Disagree. The UK ETS and CORSIA are inadequate methods to meaningfully offset aviation emissions. There is low little risk of ‘carbon leakage’ from domestic UK flights or flights from the UK to EU destinations, so the ETS as currently constructed is unlikely to reduce emissions. The CCC specifically rejected counting CORSIA offsets towards the UK’s 2050 net zero trajectory – offsetting is at best an addition, not an alternative, to controlling aviation emissions.
Greenhouse gas removal (GGR) technologies are nascent and the timescale for their scaling up is very uncertain, so they cannot reasonably be relied upon to the extent proposed in Jet Zero. The immediate introduction of measures to manage demand downwards in the next 10 years is vital to limit the amount of emissions that will need to be removed in future.
12 What could be done further or differently to ensure carbon markets and greenhouse gas removal methods are used most effectively?

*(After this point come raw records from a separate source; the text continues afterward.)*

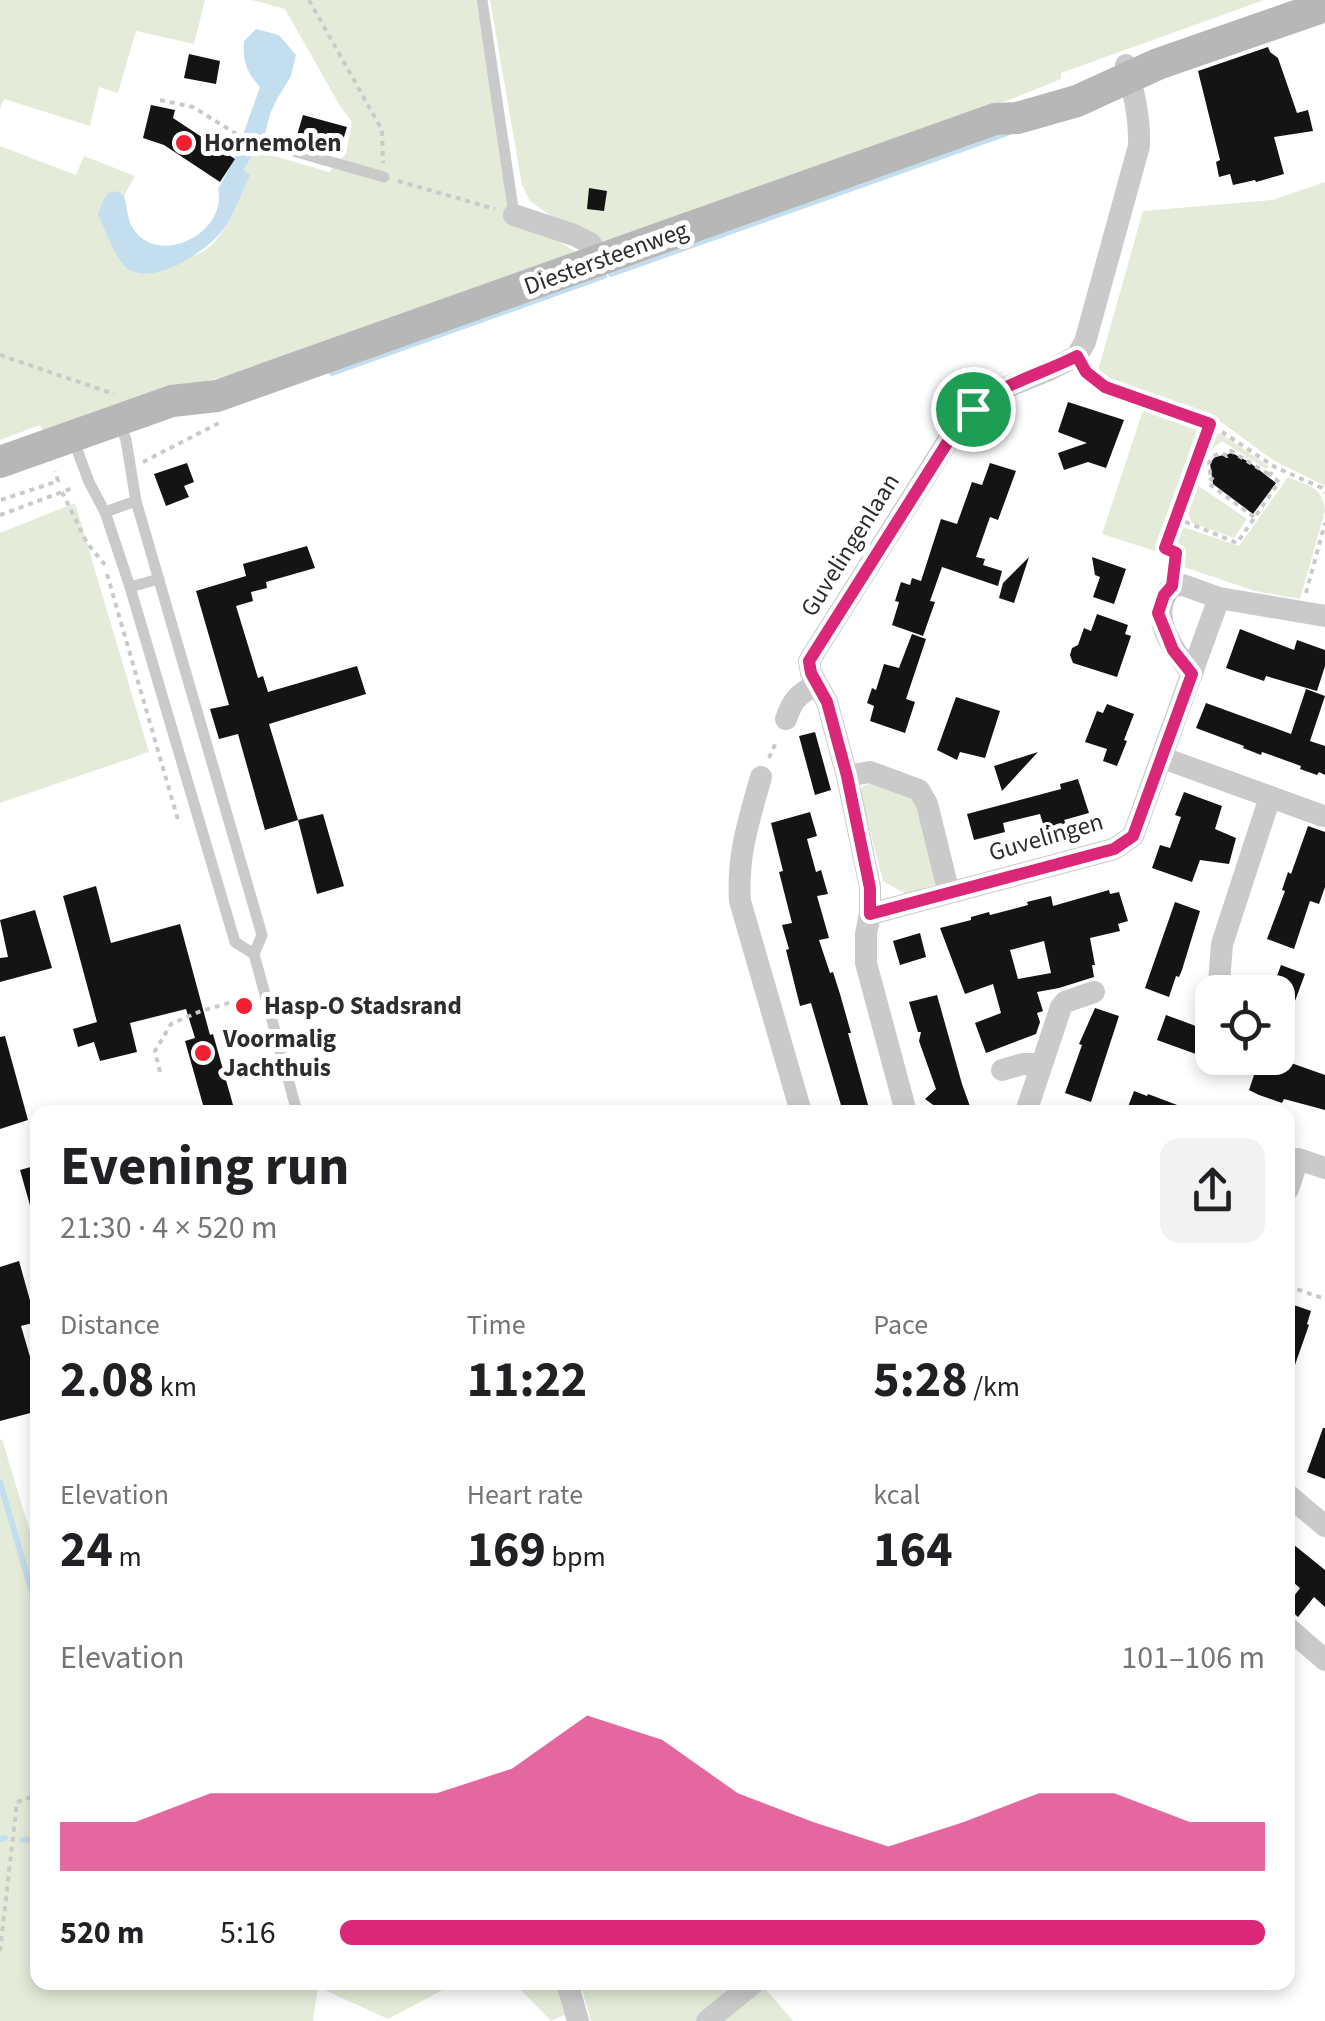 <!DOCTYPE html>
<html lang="en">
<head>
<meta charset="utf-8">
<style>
	:root { --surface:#fff; --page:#f2f2f2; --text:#202124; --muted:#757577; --accent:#db2777 }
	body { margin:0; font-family:"Source Sans 3",sans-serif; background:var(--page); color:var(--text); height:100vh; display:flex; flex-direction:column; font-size:38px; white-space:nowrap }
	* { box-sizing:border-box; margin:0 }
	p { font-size:32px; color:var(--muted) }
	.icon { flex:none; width:55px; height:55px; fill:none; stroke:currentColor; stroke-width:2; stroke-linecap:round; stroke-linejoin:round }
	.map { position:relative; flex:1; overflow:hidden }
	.panel { position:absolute; left:30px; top:1105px; width:1265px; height:885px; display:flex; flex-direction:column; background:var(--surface); border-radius:20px; box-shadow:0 5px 15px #0003 }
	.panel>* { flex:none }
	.tools { position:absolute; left:1195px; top:975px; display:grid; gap:20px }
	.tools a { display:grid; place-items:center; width:100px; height:100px; border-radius:20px; background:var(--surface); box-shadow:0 5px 15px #0003; font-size:50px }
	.pin { position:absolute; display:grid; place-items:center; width:85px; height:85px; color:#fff; margin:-42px; border:5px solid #fff; border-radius:50%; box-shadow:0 2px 10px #0007 }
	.round { display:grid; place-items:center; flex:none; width:105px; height:105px; border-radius:20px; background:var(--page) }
	.head { display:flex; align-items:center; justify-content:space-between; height:170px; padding:0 30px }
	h1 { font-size:55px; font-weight:700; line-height:75px }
	.stats { display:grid; grid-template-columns:repeat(3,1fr); gap:15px; height:170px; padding:10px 30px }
	.stats div { display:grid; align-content:center }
	.stats b { font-size:50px; font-weight:700 }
	.stats small { font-size:28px; font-weight:400 }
	.stats p { font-size:28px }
	.chart { height:280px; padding:20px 30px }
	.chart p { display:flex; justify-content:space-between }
	.chart svg { width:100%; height:180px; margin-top:10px; fill:var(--accent); opacity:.7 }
	ul { padding:0 30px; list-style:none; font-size:32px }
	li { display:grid; grid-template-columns:160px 120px 1fr; align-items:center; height:75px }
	li i { height:25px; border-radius:12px; background:var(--accent) }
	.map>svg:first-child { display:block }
</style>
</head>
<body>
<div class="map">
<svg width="1325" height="2021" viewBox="0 0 1325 2021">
	<rect width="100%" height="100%" fill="#fff"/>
	<path fill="#e4ecd9" d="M0,0H205L194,44L136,31L118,93L99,87L90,126L4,99L0,109Z
		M252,0H476L511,211L579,254L293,356L154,397L47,438L40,425L0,440V146L76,175L84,156L135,176L124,196L117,191L123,264C143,262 166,262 186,258C234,248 239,186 244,147L329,172L346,154L352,122L340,106L285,9Z
		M490,0H1264L1061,73V79L1014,98L619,242L592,241L559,222L530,201L522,185Z
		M1325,182V486L1273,460L1221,422L1139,395L1097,374L1143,211L1272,200Z
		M1144,407L1200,430L1158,552L1102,534Z
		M1212,433L1221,434L1269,466L1266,469L1222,441L1203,457L1196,484L1247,519L1234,538L1192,523L1185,505L1209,434Z
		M1288,477C1308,486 1323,486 1325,511L1300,599L1255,591L1169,562L1183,527L1239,546Z
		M75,503L149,752L0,803V533Z
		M875,782L912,798L919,810L937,884L906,894L883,881L860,792L863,786Z
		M2,1439L37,1555L38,1982L456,1983L388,2019L318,1987L313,2021H0V1440Z
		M514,1983H559L567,2014L551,2021Z
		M580,1983H744L696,2021H591Z
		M763,1986L793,2021H721Z"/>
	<path fill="#c3deee" d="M256,29L279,35L296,55L291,76L277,99L270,114L265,134L243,170L250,175C241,193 234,215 222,231C206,252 146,292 123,264C112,251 106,230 98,215L102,203L108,193L117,191L124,196C127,205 127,218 132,227C157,269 228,233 218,189L234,160L260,87C247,73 242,60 244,41Z"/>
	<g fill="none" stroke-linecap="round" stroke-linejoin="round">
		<path stroke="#c3deee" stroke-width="6" d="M611,274L1010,132
			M332,373L604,276
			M0,1482L38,1613
			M0,1839L5,1838
			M23,1840L38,1839"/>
	</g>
	<path fill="#141414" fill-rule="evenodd" d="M1268,47L1270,52L1278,58L1297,113L1308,110L1313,131L1274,137L1284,174L1256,182L1255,180L1233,185L1230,174L1219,177L1216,162L1220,160L1198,71Z
		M189,54L220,61L216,84L184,78Z
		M151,105L175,110L173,118L235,159L220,182L164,145L143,138Z
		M303,115L347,127L341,147L297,135Z
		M589,188L607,191L604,211L587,209Z
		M1068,402L1124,420L1106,468L1088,462L1064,470L1058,453L1087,443L1058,432Z
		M1232,453L1249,462L1276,483L1253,514L1213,484L1210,463L1215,457Z
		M187,463L194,482L184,486L189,497L166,506L154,474Z
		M990,463L1016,471L998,520L990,517L976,557L985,559L983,565L1002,571L998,586L942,567L930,601L935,602L923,636L892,625L899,602L895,601L901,582L910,585L912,578L921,581L941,519L957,524L972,482L982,485Z
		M307,546L315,568L266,582L267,588L251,592L253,601L236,606L258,678L263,676L268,692L357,666L366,694L269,724L298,820L265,830L238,734L219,739L210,709L229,705L196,591L246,576L243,564Z
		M1029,557L1014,603L999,598L1003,583Z
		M1092,557L1126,569L1114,604L1093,597L1100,577L1095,575Z
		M1097,614L1128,625L1125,634L1131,636L1117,677L1073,663L1070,655L1072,648L1078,645L1084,628L1091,631Z
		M1240,629L1294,650L1297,640L1325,650V666L1317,691L1266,676L1264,681L1226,668Z
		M912,634L926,639L906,699L915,702L905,733L870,721L874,706L867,703L872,688L876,690L884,664L899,668Z
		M1306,689L1325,696L1310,741L1325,746V775L1319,772L1317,775L1300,769L1301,766L1262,752L1261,755L1243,748L1244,746L1196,728L1206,703L1291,734Z
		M956,697L1000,711L985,758L960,752L957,760L937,750Z
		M1107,704L1134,714L1124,740L1127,741L1117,766L1103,761L1107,749L1085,742L1097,711L1103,713Z
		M815,732L831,790L815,795L799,736Z
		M1038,752L1002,791L994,766Z
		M1078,779L1089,813L1064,820L1066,824L1045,830L1040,814L1003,823L1005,832L974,840L967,814L1061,789L1060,784Z
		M1184,792L1222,806L1215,829L1236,838L1229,864L1200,860L1192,882L1152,868L1160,845L1170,848L1181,817L1175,815Z
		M810,812L817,836L807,839L816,872L821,870L828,894L817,896L829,938L819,940L830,973L833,972L840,994L851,1033H848L870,1112H843L811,1003L800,1006L786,950L789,949L782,925L792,923L779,872L783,871L771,823Z
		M323,814L344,886L317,894L298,820Z
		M1308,826L1325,832V887L1319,904L1310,901L1294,949L1267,939L1285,891L1282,890L1288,872L1291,874Z
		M96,886L111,943L180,924L210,1035L213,1034L235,1112H205L185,1041L195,1038L186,1009L130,1023L137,1052L100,1061L94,1042L78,1047L73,1029L97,1022L63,896Z
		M1109,890L1110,894L1119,892L1128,921L1118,924L1120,931L1090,938L1095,965H1092L1094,977L1059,988L1037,992L1043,1011L1037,1013L1040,1022L1036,1034L986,1053L975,1023L1001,1013L993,984L965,994L940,928L971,920V917L989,912L990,915L1028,905L1027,902L1051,896L1053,906ZM1044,941L1051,973L1018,979L1010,950Z
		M1175,902L1200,911L1182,970L1179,977L1176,976L1169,997L1145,988Z
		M35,910L52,968L0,982V958L8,957L0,920Z
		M920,933L926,957L900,965L893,941Z
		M1281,965L1305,974L1279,1044H1278V992H1271Z
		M937,995L962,1084L972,1112H943L925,1099L936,1089L919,1041L921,1032H918L909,1002Z
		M1095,1008L1119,1016L1091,1102L1065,1093L1082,1045L1079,1044Z
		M1166,1015L1212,1032V1058H1277L1325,1075V1110L1284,1099L1282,1103L1259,1095L1249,1090L1254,1075L1157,1040Z
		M5,1036L28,1120L0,1129V1037Z
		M1134,1091L1147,1096L1148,1094L1193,1111V1112H1126Z
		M38,1165V1216H33L20,1170Z
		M19,1261L36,1322L21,1326L38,1384V1411L0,1421V1267Z
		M1288,1303L1311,1311L1307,1324L1309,1325L1290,1379H1288Z
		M1323,1428H1325V1479L1307,1472Z
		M1288,1540L1325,1570V1607L1314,1597L1298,1617L1288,1608V1604L1300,1588L1288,1578Z"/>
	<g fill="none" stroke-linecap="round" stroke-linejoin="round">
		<path stroke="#cacaca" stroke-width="4" stroke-dasharray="5 5" stroke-linecap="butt" d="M309,0L382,130L383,163
			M160,100L193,107L243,138L251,140
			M398,181L495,209
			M0,355L114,394
			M1086,372L1105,387L1210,424L1275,467L1322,488L1325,493
			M143,462L219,423
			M62,492L87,543L105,565
			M1,500L58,481L55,471
			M0,515L73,488
			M1254,517L1208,483L1214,476L1210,473L1209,463L1213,456L1222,453L1227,456L1231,451L1270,475
			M1176,518L1237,543L1279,482L1270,475L1275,467
			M1173,564L1176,553L1165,548L1210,424
			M107,574L178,820L182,821
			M1306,593L1325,523
			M769,758L777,740
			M160,1072L155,1051L171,1024L201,1011L250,997
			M1288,1286L1325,1299
			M0,1951L17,1802L38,1795"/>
		<path stroke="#cacaca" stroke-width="11" d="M482,0L514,215
			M265,143L384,177
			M120,425L126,440L136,501L262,935L254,954
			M73,439L89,482L105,512L130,587L235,942L254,954L297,1112
			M105,512L136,501
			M130,587L159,579"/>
		<path stroke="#cacaca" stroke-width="22" d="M514,215L574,235L590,243L601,259
			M1192,674C1173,649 1146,615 1172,586L1183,585L1219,598L1325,616
			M786,719C792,701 799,693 816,685
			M1163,758L1323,816
			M847,776L870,772L919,790L927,804L949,893
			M761,777C749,820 737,855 740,901L801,1112
			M870,914L1114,849L1133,836L1219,598
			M1219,983L1222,944L1270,797
			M1002,1070L1023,1064H1041
			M906,1112L866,963V934L870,914V887L847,776L827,702L811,673L809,661L954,431L973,409L1000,390L1049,370L1077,356L1085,342L1139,146C1140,117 1134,93 1126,65
			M1026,1112L1061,1007L1065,1002L1094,992
			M1288,1189L1298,1159L1325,1168
			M1288,1495L1325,1526
			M1288,1628L1325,1660
			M567,1982L578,2021
			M707,2021L755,1982"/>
		<path stroke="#b7b7b7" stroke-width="32" d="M0,462L172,401L217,396L995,119L1017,118L1077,101L1158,64L1325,6"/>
	</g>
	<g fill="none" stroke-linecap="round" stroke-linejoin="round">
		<defs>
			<path id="route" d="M1077,356L1086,372L1105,387L1210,424L1165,548L1176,553L1172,586L1164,595L1158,613L1173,650L1192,674L1133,836L1114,849L870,914V888L847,776L827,702L811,673L809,661L954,432C961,423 967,414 975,407C1004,383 1044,373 1077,356Z"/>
		</defs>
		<use href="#route" stroke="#fff" stroke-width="20"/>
		<use href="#route" stroke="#db2777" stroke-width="12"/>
	</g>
	<g fill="#f51f30" stroke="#fff" stroke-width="4">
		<circle cx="184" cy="143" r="10"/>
		<circle cx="244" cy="1006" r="10"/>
		<circle cx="203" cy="1053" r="10"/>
	</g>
	<g text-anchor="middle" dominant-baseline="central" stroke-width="10" stroke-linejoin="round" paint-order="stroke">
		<g font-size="25" font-weight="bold" fill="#2d2d2d" stroke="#fff" text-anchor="start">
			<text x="204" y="143">Hornemolen</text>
			<text x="264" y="1006">Hasp-O Stadsrand</text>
			<text x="223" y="1039">Voormalig<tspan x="223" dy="29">Jachthuis</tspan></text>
		</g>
		<g font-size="25" fill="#2d2d2d" stroke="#fff">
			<text transform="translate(606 258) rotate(-20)">Diestersteenweg</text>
			<text transform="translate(850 545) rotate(-58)">Guvelingenlaan</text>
			<text transform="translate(1046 837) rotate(-16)">Guvelingen</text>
		</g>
	</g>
</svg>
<div class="tools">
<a><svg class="icon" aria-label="locate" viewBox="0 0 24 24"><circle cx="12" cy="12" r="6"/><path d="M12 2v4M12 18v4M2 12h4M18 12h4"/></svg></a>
</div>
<div class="pin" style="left:973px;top:409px;background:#1e9e55"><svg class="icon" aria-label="arrive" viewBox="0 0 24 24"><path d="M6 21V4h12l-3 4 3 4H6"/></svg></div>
<section class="panel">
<div class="head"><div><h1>Evening run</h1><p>21:30 · 4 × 520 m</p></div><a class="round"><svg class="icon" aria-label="share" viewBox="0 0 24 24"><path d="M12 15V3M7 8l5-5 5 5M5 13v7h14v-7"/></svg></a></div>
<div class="stats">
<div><p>Distance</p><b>2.08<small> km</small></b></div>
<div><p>Time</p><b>11:22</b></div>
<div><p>Pace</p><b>5:28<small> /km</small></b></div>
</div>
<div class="stats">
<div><p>Elevation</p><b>24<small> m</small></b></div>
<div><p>Heart rate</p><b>169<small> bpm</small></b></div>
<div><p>kcal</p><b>164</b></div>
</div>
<div class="chart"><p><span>Elevation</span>101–106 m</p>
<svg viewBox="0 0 160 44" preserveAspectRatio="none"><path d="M0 44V32L10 32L20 25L30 25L40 25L50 25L60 19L70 6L80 12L90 25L100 32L110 38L120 32L130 25L140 25L150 32L160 32V44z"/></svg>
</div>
<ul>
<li><b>520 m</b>5:16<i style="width:100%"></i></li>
</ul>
</section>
</div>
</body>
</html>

Make the price for each tonne of CO2e offset credit equivalent to the actual cost of GGR technologies that have been proven to remove emissions from the atmosphere. Properly apply the ‘polluter pays’ principle by the immediate cessation of giving free credits to the aviation industry via the UK ETS.
13 Do you agree or disagree with the overall focus on influencing consumers?
Whilst providing information is a start, it is unlikely to create a significant shift in behaviour particularly given the mixed messages from government and the misleading information about the true costs and benefits of flying. A genuine consultation would need to involve an independent review of the economic and environmental evidence, and to take into full account the key messages from the CCC and the IPCC. Yet the proposals in the Jet Zero consultation are still based on the aspiration that aviation should continue to grow, proving that this is not a genuine consultation at all. Government should introduce demand management measures as soon as possible to buy time for a more reliably evidenced trajectory to be developed.
14 What more can the Government do to support consumers to make informed, sustainable aviation travel choices?
Introduce significant taxes on aviation fossil fuel (the polluter should pay) and add VAT to ticket sales (few flights can be regarded as ‘essential’). Switch public subsidies to low carbon, ground transport in order to make sustainable choices more comparatively affordable.
15 What could be done further or differently to ensure we tackle non-CO2 impacts from aviation?
Implement the CCC’s priority recommendation in its Progress Report to Parliament in June 2021: “There should be no net expansion of UK airport capacity unless the sector is on track to sufficiently outperform its net emissions trajectory and can accommodate the additional demand. A demand management framework will need to be developed (by 2022) and be in place by the mid-2020s to annually assess and, if required, control sector GHG emissions and non-CO2.”